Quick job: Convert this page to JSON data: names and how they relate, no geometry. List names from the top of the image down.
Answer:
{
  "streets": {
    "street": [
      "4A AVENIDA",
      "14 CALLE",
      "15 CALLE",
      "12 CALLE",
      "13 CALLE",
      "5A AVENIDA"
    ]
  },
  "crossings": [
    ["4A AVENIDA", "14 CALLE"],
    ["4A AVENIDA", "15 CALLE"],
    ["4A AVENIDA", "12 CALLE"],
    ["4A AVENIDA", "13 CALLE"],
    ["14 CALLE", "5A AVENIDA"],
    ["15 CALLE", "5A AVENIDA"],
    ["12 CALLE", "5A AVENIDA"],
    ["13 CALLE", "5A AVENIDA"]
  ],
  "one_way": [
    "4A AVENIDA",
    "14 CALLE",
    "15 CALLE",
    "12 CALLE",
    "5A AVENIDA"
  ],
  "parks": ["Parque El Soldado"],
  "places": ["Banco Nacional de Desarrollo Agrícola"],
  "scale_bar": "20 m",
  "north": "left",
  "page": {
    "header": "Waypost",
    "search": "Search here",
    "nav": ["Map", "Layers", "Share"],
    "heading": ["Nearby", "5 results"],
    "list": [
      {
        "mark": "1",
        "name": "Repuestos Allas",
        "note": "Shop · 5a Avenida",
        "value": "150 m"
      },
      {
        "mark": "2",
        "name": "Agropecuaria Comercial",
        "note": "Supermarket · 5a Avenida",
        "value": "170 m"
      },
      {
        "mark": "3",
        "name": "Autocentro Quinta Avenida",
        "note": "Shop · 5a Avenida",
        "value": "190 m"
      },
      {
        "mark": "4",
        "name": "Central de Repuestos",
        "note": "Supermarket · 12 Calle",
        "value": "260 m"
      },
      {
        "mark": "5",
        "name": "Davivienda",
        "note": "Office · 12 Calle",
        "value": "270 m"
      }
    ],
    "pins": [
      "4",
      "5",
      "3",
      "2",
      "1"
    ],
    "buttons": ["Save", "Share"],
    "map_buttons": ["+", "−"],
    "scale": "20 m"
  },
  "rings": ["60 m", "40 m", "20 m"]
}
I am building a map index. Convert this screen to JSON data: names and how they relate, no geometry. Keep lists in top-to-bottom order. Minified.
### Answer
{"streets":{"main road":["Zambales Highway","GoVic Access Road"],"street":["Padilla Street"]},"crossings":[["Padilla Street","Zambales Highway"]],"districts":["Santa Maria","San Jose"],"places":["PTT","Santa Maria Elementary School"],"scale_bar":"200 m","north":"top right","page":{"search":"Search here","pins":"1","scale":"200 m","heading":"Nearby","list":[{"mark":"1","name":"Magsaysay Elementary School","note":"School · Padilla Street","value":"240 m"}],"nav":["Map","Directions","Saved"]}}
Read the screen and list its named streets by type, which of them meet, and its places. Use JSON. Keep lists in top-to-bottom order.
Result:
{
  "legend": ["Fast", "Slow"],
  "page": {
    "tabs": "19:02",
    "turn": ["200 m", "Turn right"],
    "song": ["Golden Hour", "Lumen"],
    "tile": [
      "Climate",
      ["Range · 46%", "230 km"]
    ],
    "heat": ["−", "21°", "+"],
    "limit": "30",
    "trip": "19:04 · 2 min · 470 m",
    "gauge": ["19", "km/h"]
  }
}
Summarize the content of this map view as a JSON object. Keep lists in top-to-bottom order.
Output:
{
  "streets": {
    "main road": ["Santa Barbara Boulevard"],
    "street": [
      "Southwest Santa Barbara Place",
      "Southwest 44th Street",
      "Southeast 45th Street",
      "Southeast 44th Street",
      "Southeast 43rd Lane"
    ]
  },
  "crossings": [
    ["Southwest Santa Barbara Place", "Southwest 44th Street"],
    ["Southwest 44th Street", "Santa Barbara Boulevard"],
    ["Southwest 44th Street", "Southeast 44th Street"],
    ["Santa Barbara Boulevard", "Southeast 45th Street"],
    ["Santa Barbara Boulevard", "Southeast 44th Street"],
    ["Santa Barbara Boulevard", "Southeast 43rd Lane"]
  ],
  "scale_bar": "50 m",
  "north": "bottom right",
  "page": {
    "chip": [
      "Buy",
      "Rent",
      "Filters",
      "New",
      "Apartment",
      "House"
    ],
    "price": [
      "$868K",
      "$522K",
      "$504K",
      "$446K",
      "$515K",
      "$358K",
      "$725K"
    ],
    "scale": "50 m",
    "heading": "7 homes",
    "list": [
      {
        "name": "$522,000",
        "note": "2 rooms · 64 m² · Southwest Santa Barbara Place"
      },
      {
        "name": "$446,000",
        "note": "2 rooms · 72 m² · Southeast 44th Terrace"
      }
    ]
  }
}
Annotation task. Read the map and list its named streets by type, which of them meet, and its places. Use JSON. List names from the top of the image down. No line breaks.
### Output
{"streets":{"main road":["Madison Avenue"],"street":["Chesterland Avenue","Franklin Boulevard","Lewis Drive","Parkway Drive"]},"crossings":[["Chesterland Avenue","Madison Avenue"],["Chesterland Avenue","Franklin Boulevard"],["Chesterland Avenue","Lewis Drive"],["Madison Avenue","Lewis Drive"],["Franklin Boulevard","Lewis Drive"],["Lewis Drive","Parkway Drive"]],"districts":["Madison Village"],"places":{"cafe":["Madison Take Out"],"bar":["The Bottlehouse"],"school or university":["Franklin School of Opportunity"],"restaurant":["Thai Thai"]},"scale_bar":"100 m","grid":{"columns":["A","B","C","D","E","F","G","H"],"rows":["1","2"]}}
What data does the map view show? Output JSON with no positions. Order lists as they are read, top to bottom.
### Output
***
**Aim of the exercise**:
Without omitting anything, output the data verbatim.

**The answer**:
Quick job: Convert this page to JSON data: names and how they relate, no geometry. List names from the top of the image down.
Answer:
{
  "streets": {
    "street": [
      "4A AVENIDA",
      "14 CALLE",
      "15 CALLE",
      "12 CALLE",
      "13 CALLE",
      "5A AVENIDA"
    ]
  },
  "crossings": [
    ["4A AVENIDA", "14 CALLE"],
    ["4A AVENIDA", "15 CALLE"],
    ["4A AVENIDA", "12 CALLE"],
    ["4A AVENIDA", "13 CALLE"],
    ["14 CALLE", "5A AVENIDA"],
    ["15 CALLE", "5A AVENIDA"],
    ["12 CALLE", "5A AVENIDA"],
    ["13 CALLE", "5A AVENIDA"]
  ],
  "one_way": [
    "4A AVENIDA",
    "14 CALLE",
    "15 CALLE",
    "12 CALLE",
    "5A AVENIDA"
  ],
  "parks": ["Parque El Soldado"],
  "places": ["Banco Nacional de Desarrollo Agrícola"],
  "scale_bar": "20 m",
  "north": "left",
  "page": {
    "header": "Waypost",
    "search": "Search here",
    "nav": ["Map", "Layers", "Share"],
    "heading": ["Nearby", "5 results"],
    "list": [
      {
        "mark": "1",
        "name": "Repuestos Allas",
        "note": "Shop · 5a Avenida",
        "value": "150 m"
      },
      {
        "mark": "2",
        "name": "Agropecuaria Comercial",
        "note": "Supermarket · 5a Avenida",
        "value": "170 m"
      },
      {
        "mark": "3",
        "name": "Autocentro Quinta Avenida",
        "note": "Shop · 5a Avenida",
        "value": "190 m"
      },
      {
        "mark": "4",
        "name": "Central de Repuestos",
        "note": "Supermarket · 12 Calle",
        "value": "260 m"
      },
      {
        "mark": "5",
        "name": "Davivienda",
        "note": "Office · 12 Calle",
        "value": "270 m"
      }
    ],
    "pins": [
      "4",
      "5",
      "3",
      "2",
      "1"
    ],
    "buttons": ["Save", "Share"],
    "map_buttons": ["+", "−"],
    "scale": "20 m"
  },
  "rings": ["60 m", "40 m", "20 m"]
}
I am building a map index. Convert this screen to JSON data: names and how they relate, no geometry. Keep lists in top-to-bottom order. Minified.
### Answer
{"streets":{"main road":["Zambales Highway","GoVic Access Road"],"street":["Padilla Street"]},"crossings":[["Padilla Street","Zambales Highway"]],"districts":["Santa Maria","San Jose"],"places":["PTT","Santa Maria Elementary School"],"scale_bar":"200 m","north":"top right","page":{"search":"Search here","pins":"1","scale":"200 m","heading":"Nearby","list":[{"mark":"1","name":"Magsaysay Elementary School","note":"School · Padilla Street","value":"240 m"}],"nav":["Map","Directions","Saved"]}}
Read the screen and list its named streets by type, which of them meet, and its places. Use JSON. Keep lists in top-to-bottom order.
Result:
{
  "legend": ["Fast", "Slow"],
  "page": {
    "tabs": "19:02",
    "turn": ["200 m", "Turn right"],
    "song": ["Golden Hour", "Lumen"],
    "tile": [
      "Climate",
      ["Range · 46%", "230 km"]
    ],
    "heat": ["−", "21°", "+"],
    "limit": "30",
    "trip": "19:04 · 2 min · 470 m",
    "gauge": ["19", "km/h"]
  }
}
Summarize the content of this map view as a JSON object. Keep lists in top-to-bottom order.
Output:
{
  "streets": {
    "main road": ["Santa Barbara Boulevard"],
    "street": [
      "Southwest Santa Barbara Place",
      "Southwest 44th Street",
      "Southeast 45th Street",
      "Southeast 44th Street",
      "Southeast 43rd Lane"
    ]
  },
  "crossings": [
    ["Southwest Santa Barbara Place", "Southwest 44th Street"],
    ["Southwest 44th Street", "Santa Barbara Boulevard"],
    ["Southwest 44th Street", "Southeast 44th Street"],
    ["Santa Barbara Boulevard", "Southeast 45th Street"],
    ["Santa Barbara Boulevard", "Southeast 44th Street"],
    ["Santa Barbara Boulevard", "Southeast 43rd Lane"]
  ],
  "scale_bar": "50 m",
  "north": "bottom right",
  "page": {
    "chip": [
      "Buy",
      "Rent",
      "Filters",
      "New",
      "Apartment",
      "House"
    ],
    "price": [
      "$868K",
      "$522K",
      "$504K",
      "$446K",
      "$515K",
      "$358K",
      "$725K"
    ],
    "scale": "50 m",
    "heading": "7 homes",
    "list": [
      {
        "name": "$522,000",
        "note": "2 rooms · 64 m² · Southwest Santa Barbara Place"
      },
      {
        "name": "$446,000",
        "note": "2 rooms · 72 m² · Southeast 44th Terrace"
      }
    ]
  }
}
Annotation task. Read the map and list its named streets by type, which of them meet, and its places. Use JSON. List names from the top of the image down. No line breaks.
### Output
{"streets":{"main road":["Madison Avenue"],"street":["Chesterland Avenue","Franklin Boulevard","Lewis Drive","Parkway Drive"]},"crossings":[["Chesterland Avenue","Madison Avenue"],["Chesterland Avenue","Franklin Boulevard"],["Chesterland Avenue","Lewis Drive"],["Madison Avenue","Lewis Drive"],["Franklin Boulevard","Lewis Drive"],["Lewis Drive","Parkway Drive"]],"districts":["Madison Village"],"places":{"cafe":["Madison Take Out"],"bar":["The Bottlehouse"],"school or university":["Franklin School of Opportunity"],"restaurant":["Thai Thai"]},"scale_bar":"100 m","grid":{"columns":["A","B","C","D","E","F","G","H"],"rows":["1","2"]}}
What data does the map view show? Output JSON with no positions. Order lists as they are read, top to bottom.
### Output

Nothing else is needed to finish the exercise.